Trottinette, prend l’éteignoir, coiffe les bougies une à une, il aime ce moment où la mèche ne brûle plus, mais laisse échapper un filet de fumée blanche qui sent bon la cire. Monsieur le curé range les habits sacerdotaux dans les grands tiroirs prévus à cet effet, puis son bréviaire à la main, il regagne le presbytère. Au passage, il s’arrête près du massif de fleurs. Il a une pensée pour Mr Fernand, homme gras et ventripotent, qui, au fil du temps, enrichira la terre et nourrira les fleurs. Le soleil éclaire l’église et le jardin, la ville s’anime, les paysans sont partis aux champs, les ouvriers à l’usine, les enfants vont à l’école, les commerçants ouvrent leur boutique, l’épicier sort les fruits et les légumes, de la boulangerie monte une odeur de pain qui embaume la rue, la boucherie reste fermée. Mr le curé, la barrette sur les yeux, allongé sur un vieux canapé, ronfle.

Madame Picot

Madame Picot, après avoir frappé à la porte de Mr Fernand et l’avoir appelé en vain, inquiète, se dirige vers la Mairie pour avertir Mr le Maire que quelque chose ne tourne pas rond. C’est le jour où Mr Fernand a du foie de veau et Madame Picot aime le foie de veau. Foie de veau qu’elle cuisine avec amour. Dans une poêle bien chaude, avec un bon morceau de beurre et un peu d’huile, elle cuit sa tranche de foie avec précaution et, en fin de cuisson, elle jette en pluie tout autour de la tranche de petits morceaux d’ail qu’elle laisse roussir, et pour finir elle ajoute un bon filet de vinaigre de vin. Vinaigre de vin fait maison, rangé au fond de la cave à côté de la bonbonne de vin. Vin que lui portent son gendre et sa fille toutes les deux semaines quand ils viennent la voir. Vin de leur vigne, infâme tord-boyaux, qui anesthésie le palais et brûle l’estomac, compagnon fidèle de la tranche de foie de veau du mardi. Tout en marchant, elle vitupère et râle contre ce commerçant inconséquent et imbécile qui la prive de son repas, de son met préféré. « Que lui est-il arrivé à Fernand ? Où est-il passé cet abruti ? Où est-il encore aller traîner ? Dans le lit de quelle gueuse se vautre-t-il encore au lieu de se tenir à son commerce ? »

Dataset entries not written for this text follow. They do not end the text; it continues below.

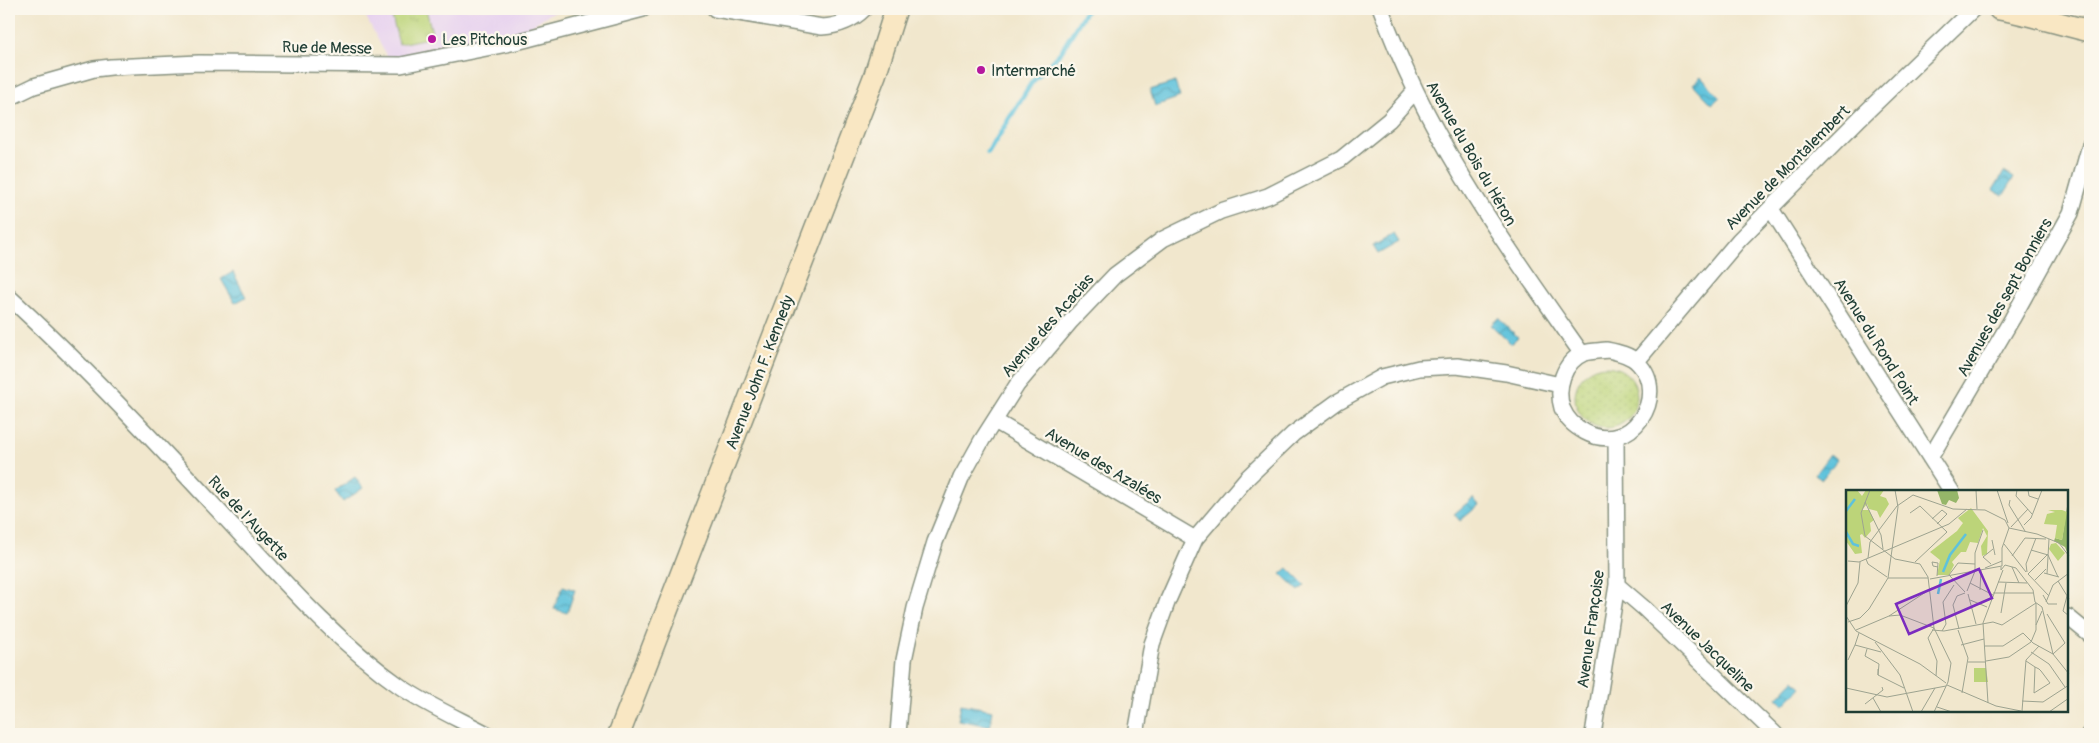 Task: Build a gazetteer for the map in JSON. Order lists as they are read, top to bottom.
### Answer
{
  "streets": {
    "main road": ["Avenue John F. Kennedy"],
    "street": [
      "Rue de Messe",
      "Avenue du Bois du Héron",
      "Avenue de Montalembert",
      "Avenues des sept Bonniers",
      "Avenue des Acacias",
      "Avenue du Rond Point",
      "Avenue des Azalées",
      "Rue de l'Augette",
      "Avenue Françoise",
      "Avenue Jacqueline"
    ]
  },
  "crossings": [
    ["Avenue du Bois du Héron", "Avenue de Montalembert"],
    ["Avenue du Bois du Héron", "Avenue des Acacias"],
    ["Avenue du Bois du Héron", "Avenue Françoise"],
    ["Avenue de Montalembert", "Avenue du Rond Point"],
    ["Avenue de Montalembert", "Avenue Françoise"],
    ["Avenues des sept Bonniers", "Avenue du Rond Point"],
    ["Avenue des Acacias", "Avenue des Azalées"],
    ["Avenue Françoise", "Avenue Jacqueline"]
  ],
  "places": ["Les Pitchous", "Intermarché"]
} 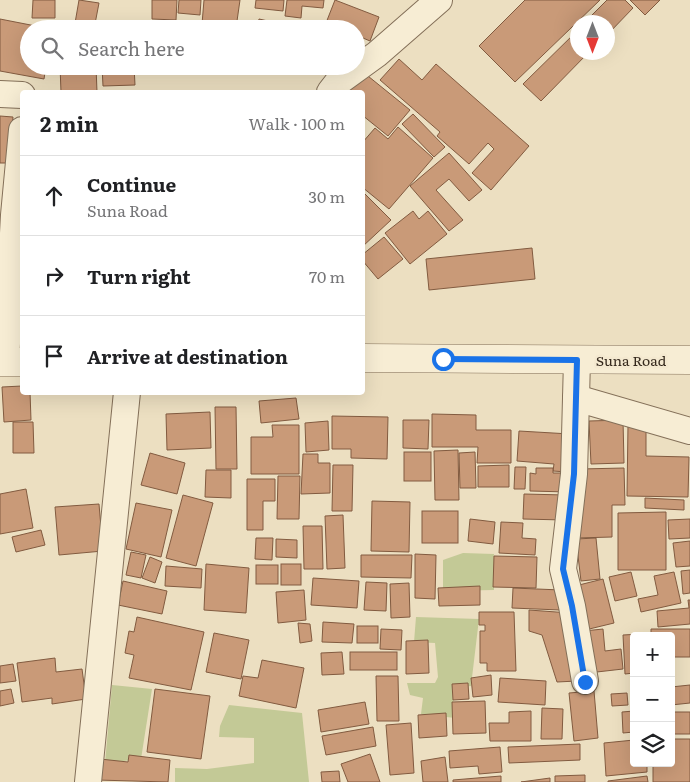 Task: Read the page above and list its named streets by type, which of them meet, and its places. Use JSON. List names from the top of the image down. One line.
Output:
{"streets":{"street":["Suna Road"]},"north":"bottom","page":{"search":"Search here","heading":["2 min","Walk · 100 m"],"list":[["Continue","Suna Road","30 m"],["Turn right","70 m"],"Arrive at destination"],"map_buttons":["+","−"]}} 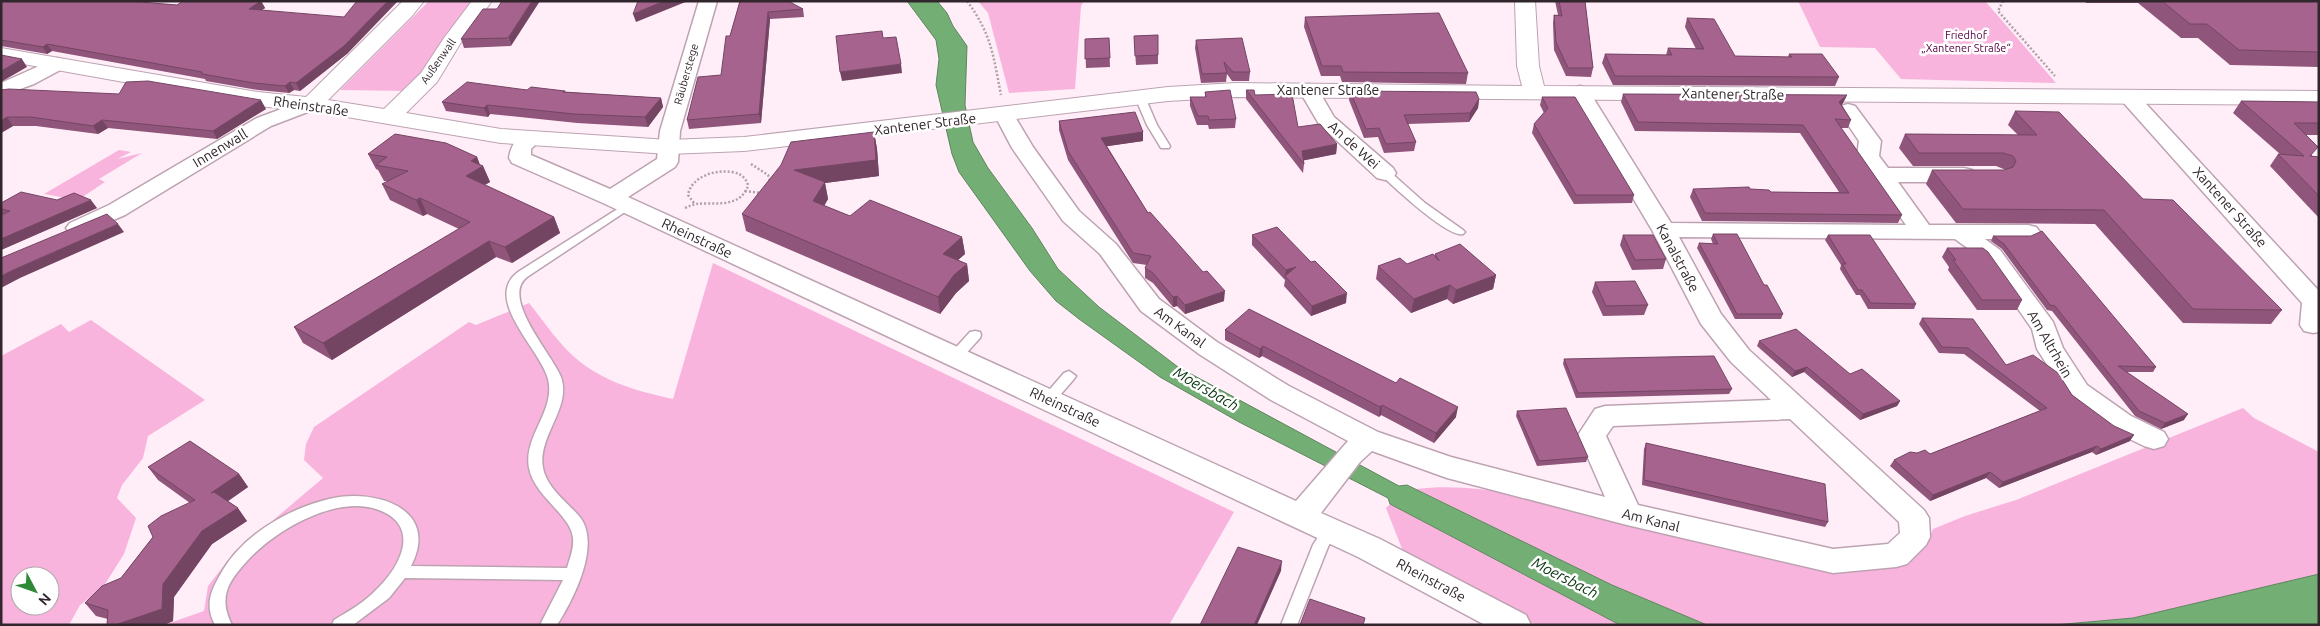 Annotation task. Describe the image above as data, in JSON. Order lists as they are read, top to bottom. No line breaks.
{"streets":{"street":["Außenwall","Räuberstege","Xantener Straße","Rheinstraße","An de Wei","Innenwall","Kanalstraße","Am Kanal","Am Altrhein"]},"crossings":[["Außenwall","Rheinstraße"],["Räuberstege","Xantener Straße"],["Xantener Straße","Rheinstraße"],["Xantener Straße","An de Wei"],["Xantener Straße","Kanalstraße"],["Xantener Straße","Am Kanal"],["Rheinstraße","Innenwall"],["Kanalstraße","Am Kanal"]],"water":["Moersbach"],"parks":["Friedhof „Xantener Straße“"],"north":"bottom right"} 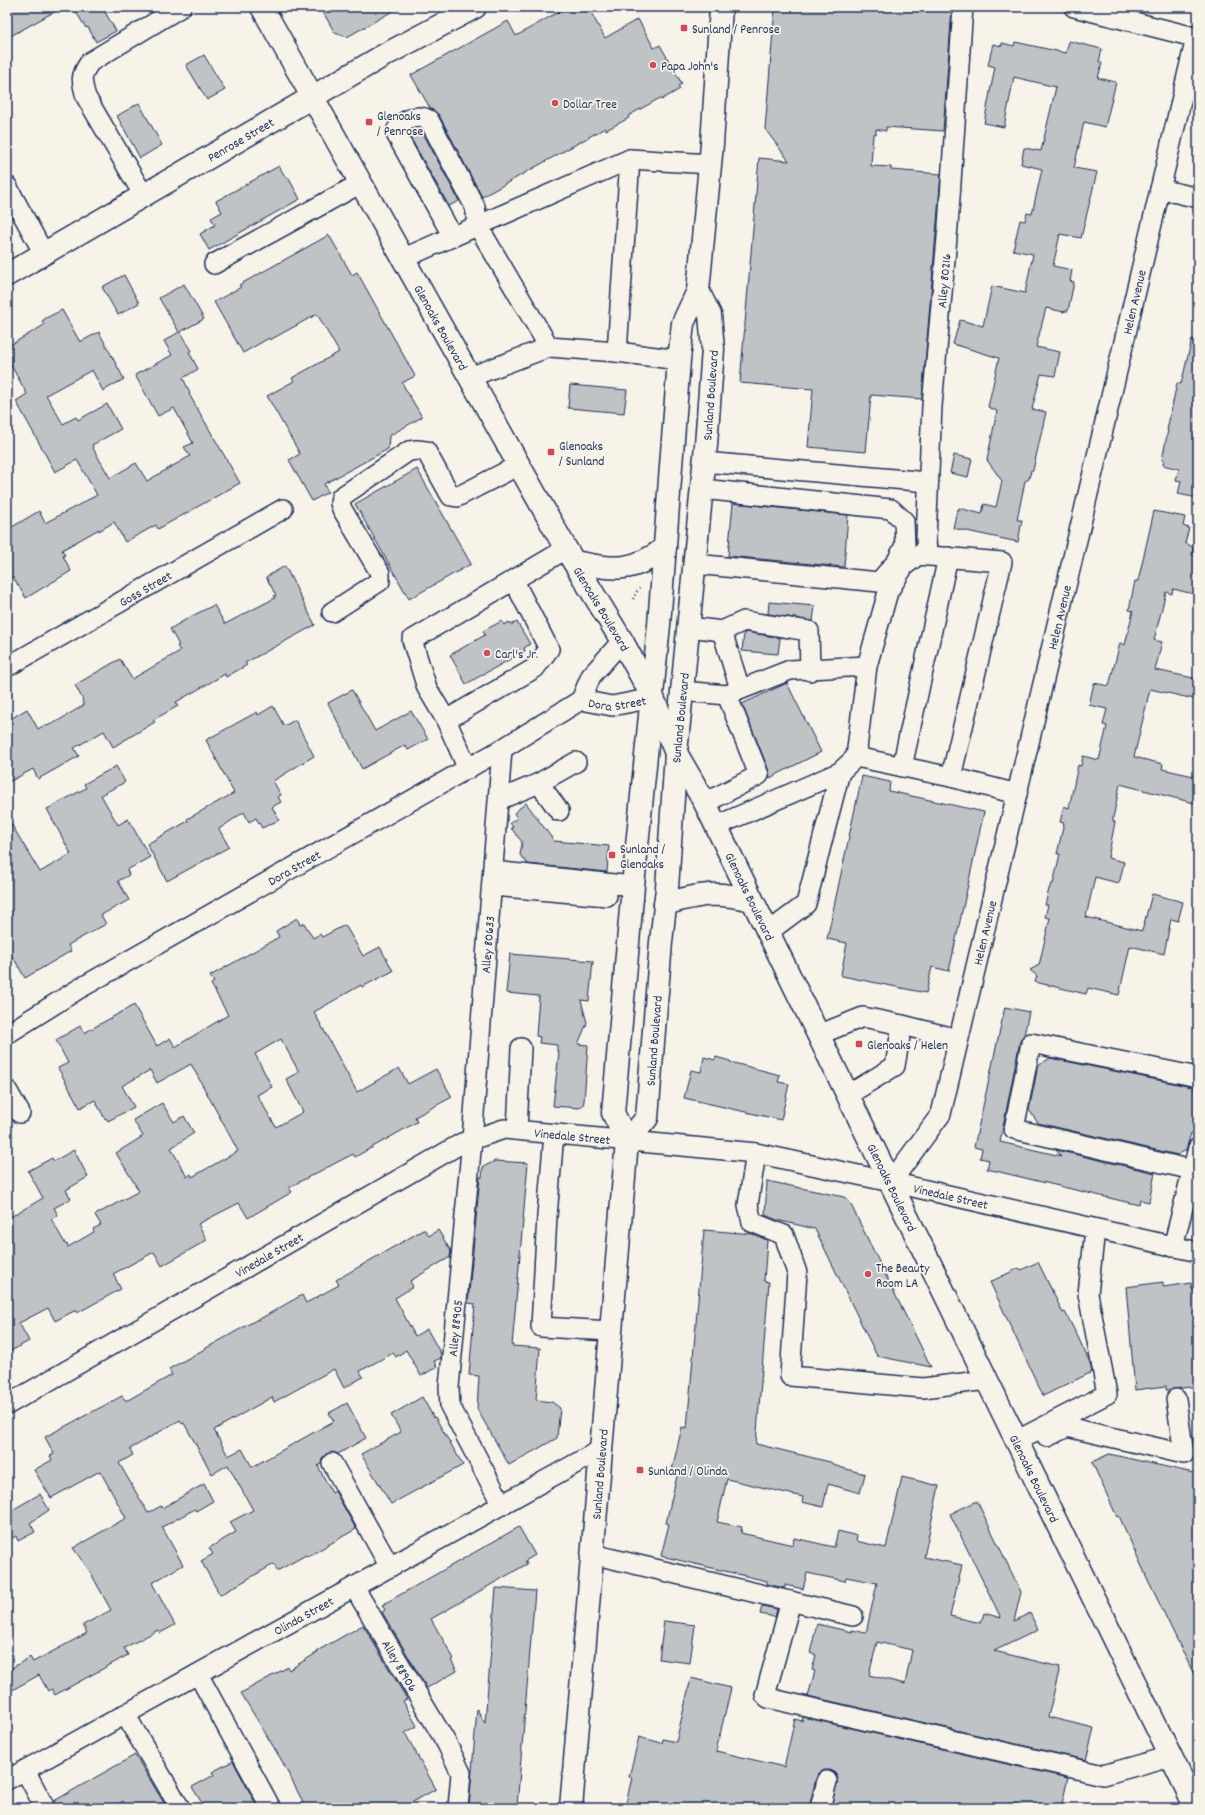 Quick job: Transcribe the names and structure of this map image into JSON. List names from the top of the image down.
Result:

Dégénéré, ventripotent, au visage boursouflé, cramoisi, brûlé par les mauvais alcools et le vin, homme vulgaire, grossier, sans mesure, sans manière, sans retenue, sans délicatesse. Dans sa boucherie, son royaume, il parle, se moque des uns, médit sur les autres, raconte tout et n’importe quoi sur tout le monde à longueur de journée. Les villageois ne l’aiment pas, ils viennent chez lui à contrecœur, il est désobligeant, mais sa viande est de qualité, appréciée des habitants du quartier.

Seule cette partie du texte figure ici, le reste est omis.